Data to examine —
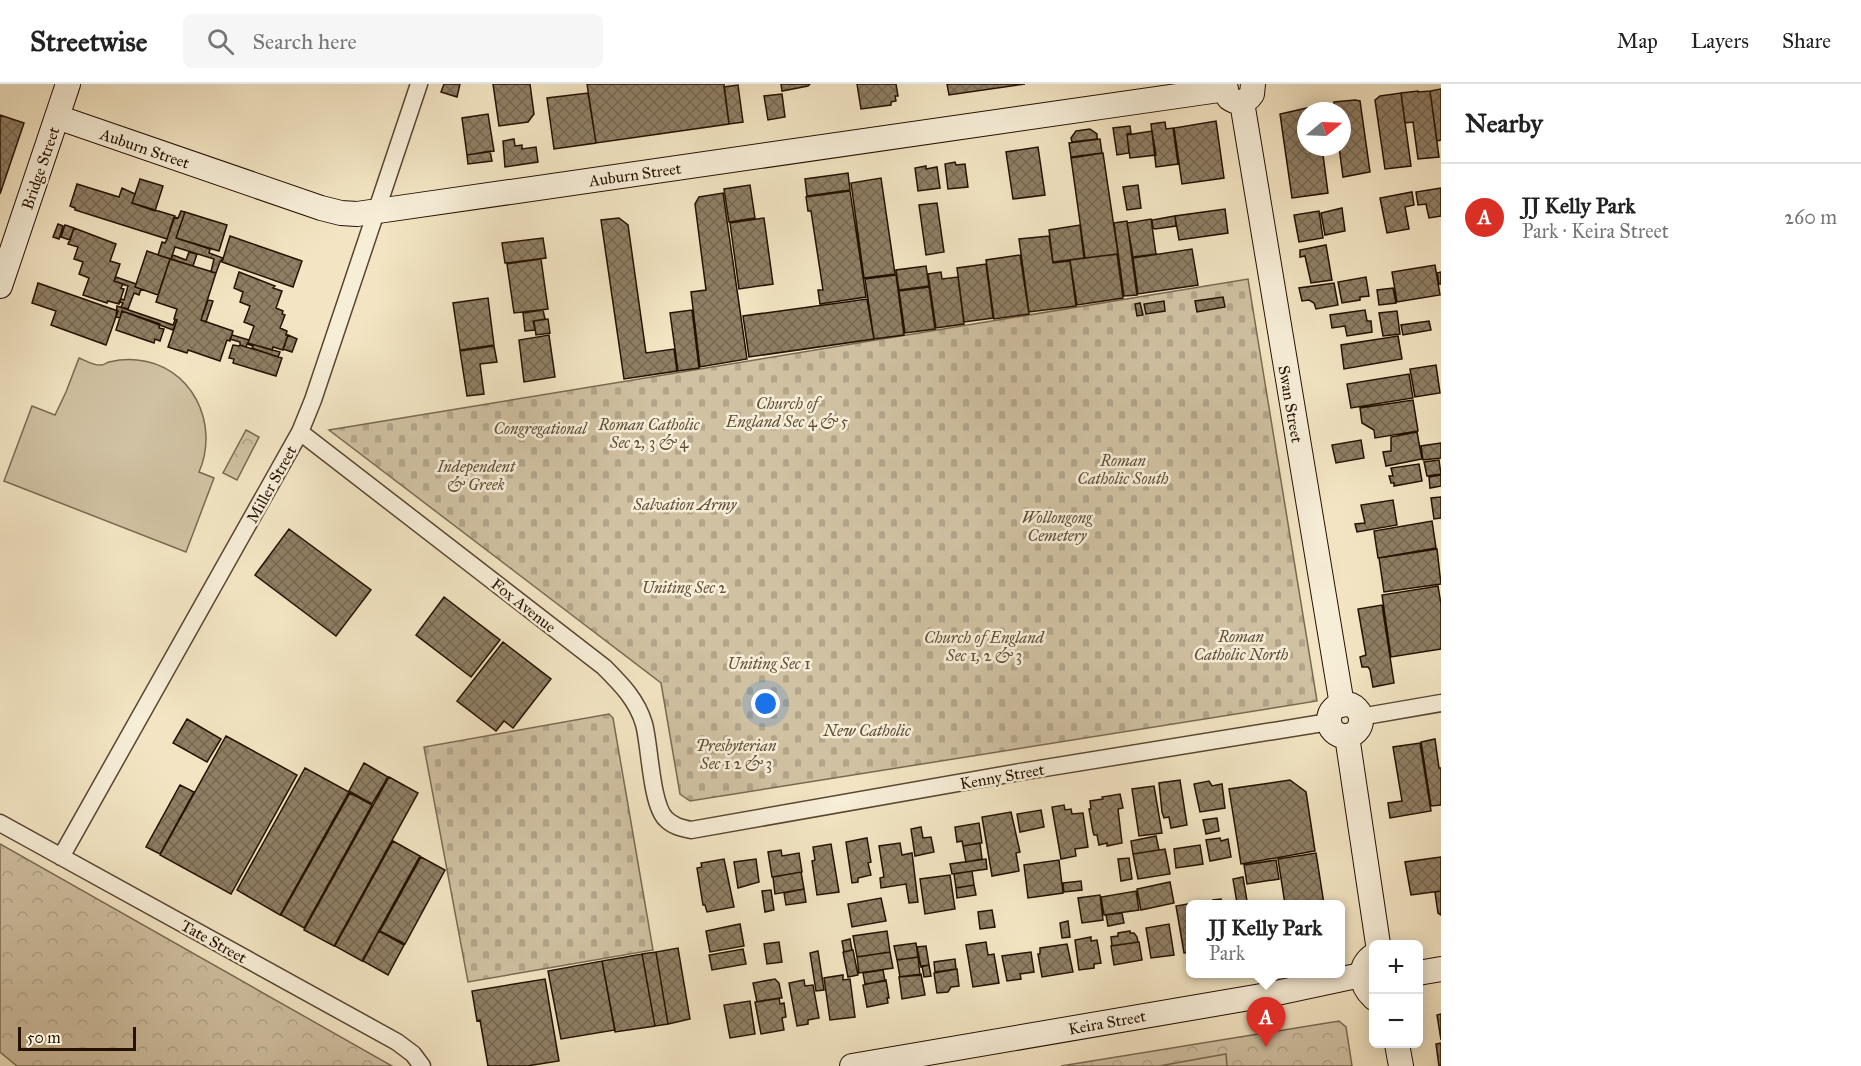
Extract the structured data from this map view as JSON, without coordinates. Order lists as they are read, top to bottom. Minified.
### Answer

* * *

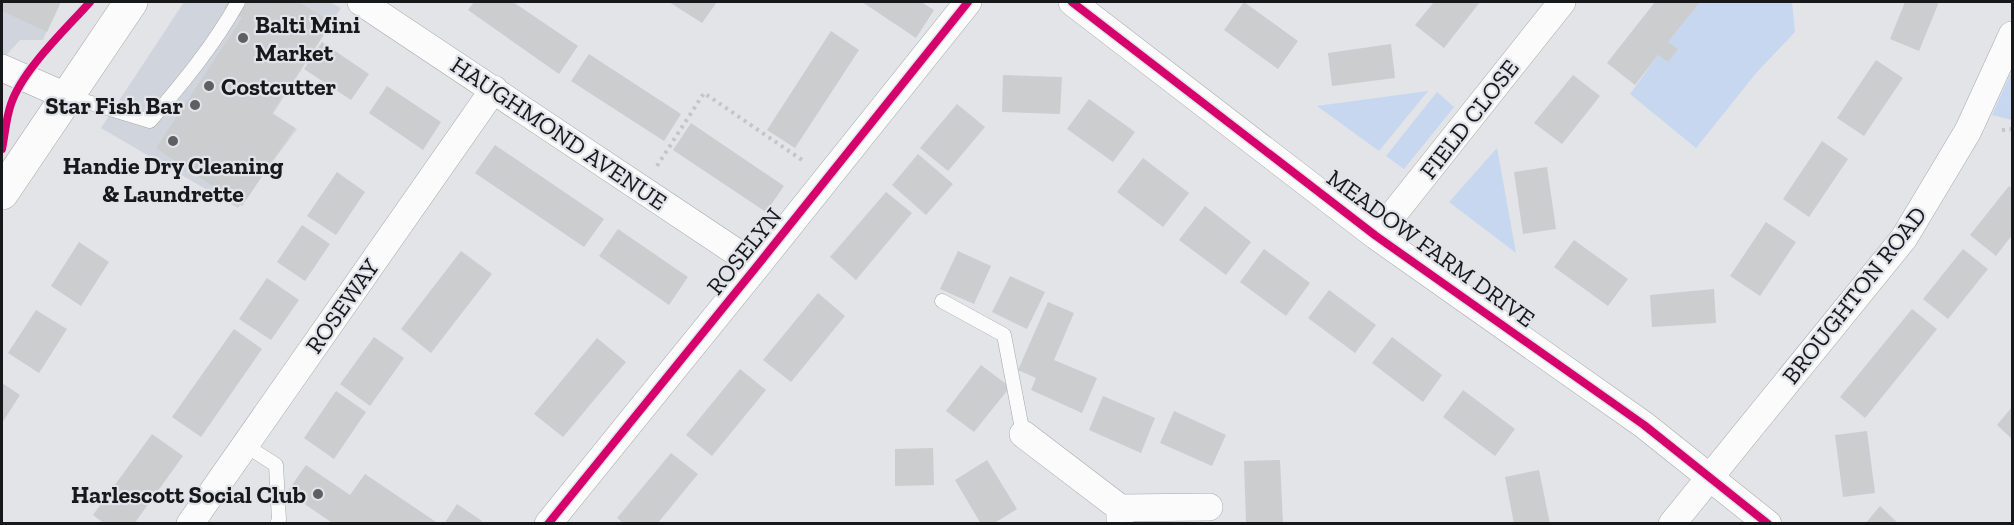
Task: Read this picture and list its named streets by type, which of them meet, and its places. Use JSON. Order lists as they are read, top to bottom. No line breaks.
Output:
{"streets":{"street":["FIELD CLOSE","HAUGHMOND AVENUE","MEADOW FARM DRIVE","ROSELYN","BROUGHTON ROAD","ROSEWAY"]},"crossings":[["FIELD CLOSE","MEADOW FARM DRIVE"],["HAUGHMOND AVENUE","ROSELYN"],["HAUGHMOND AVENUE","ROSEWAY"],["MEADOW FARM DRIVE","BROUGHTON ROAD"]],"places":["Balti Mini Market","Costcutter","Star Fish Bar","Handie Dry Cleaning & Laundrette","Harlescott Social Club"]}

* * *

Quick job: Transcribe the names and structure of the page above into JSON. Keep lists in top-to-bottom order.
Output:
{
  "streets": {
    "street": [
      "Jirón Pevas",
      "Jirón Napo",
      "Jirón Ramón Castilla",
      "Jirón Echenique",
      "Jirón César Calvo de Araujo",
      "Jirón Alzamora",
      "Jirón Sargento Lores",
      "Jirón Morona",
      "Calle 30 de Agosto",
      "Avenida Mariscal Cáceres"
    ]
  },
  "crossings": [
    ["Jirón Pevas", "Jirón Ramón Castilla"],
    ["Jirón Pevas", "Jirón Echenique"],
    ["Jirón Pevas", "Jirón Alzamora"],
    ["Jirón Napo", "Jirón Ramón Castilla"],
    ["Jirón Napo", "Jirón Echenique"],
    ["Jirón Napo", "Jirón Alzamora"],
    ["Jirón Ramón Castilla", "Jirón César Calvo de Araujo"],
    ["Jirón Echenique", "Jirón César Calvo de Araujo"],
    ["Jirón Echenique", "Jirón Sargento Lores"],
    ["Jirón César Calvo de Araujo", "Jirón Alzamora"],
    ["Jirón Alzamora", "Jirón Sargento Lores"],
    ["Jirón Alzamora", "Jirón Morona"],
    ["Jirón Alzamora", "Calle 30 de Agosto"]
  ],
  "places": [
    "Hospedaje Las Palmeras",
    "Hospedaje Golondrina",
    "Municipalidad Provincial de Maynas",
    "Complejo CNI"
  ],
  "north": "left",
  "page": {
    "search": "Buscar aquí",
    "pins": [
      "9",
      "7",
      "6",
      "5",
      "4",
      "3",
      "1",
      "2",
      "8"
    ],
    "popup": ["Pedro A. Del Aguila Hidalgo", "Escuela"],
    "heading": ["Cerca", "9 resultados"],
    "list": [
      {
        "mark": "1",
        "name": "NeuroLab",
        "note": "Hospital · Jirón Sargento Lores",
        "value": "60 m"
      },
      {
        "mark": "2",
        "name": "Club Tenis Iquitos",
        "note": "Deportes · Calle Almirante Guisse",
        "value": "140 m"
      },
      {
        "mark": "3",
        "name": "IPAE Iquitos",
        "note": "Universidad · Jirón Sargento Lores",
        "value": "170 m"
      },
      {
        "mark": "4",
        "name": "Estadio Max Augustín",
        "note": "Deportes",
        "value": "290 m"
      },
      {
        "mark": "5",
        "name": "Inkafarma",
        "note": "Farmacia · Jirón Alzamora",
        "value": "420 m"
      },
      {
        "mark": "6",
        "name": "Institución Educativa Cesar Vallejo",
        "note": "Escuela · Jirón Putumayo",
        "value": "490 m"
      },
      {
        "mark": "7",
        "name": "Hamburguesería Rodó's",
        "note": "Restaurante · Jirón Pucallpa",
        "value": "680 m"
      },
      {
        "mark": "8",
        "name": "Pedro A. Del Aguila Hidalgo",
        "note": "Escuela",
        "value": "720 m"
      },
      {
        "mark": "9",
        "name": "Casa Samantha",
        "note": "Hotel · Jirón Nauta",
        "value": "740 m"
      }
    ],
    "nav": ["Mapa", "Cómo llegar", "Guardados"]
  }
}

Your objective — After counting the lines of the records above that hold the word "JSON", give the total and nothing else.

Output — 3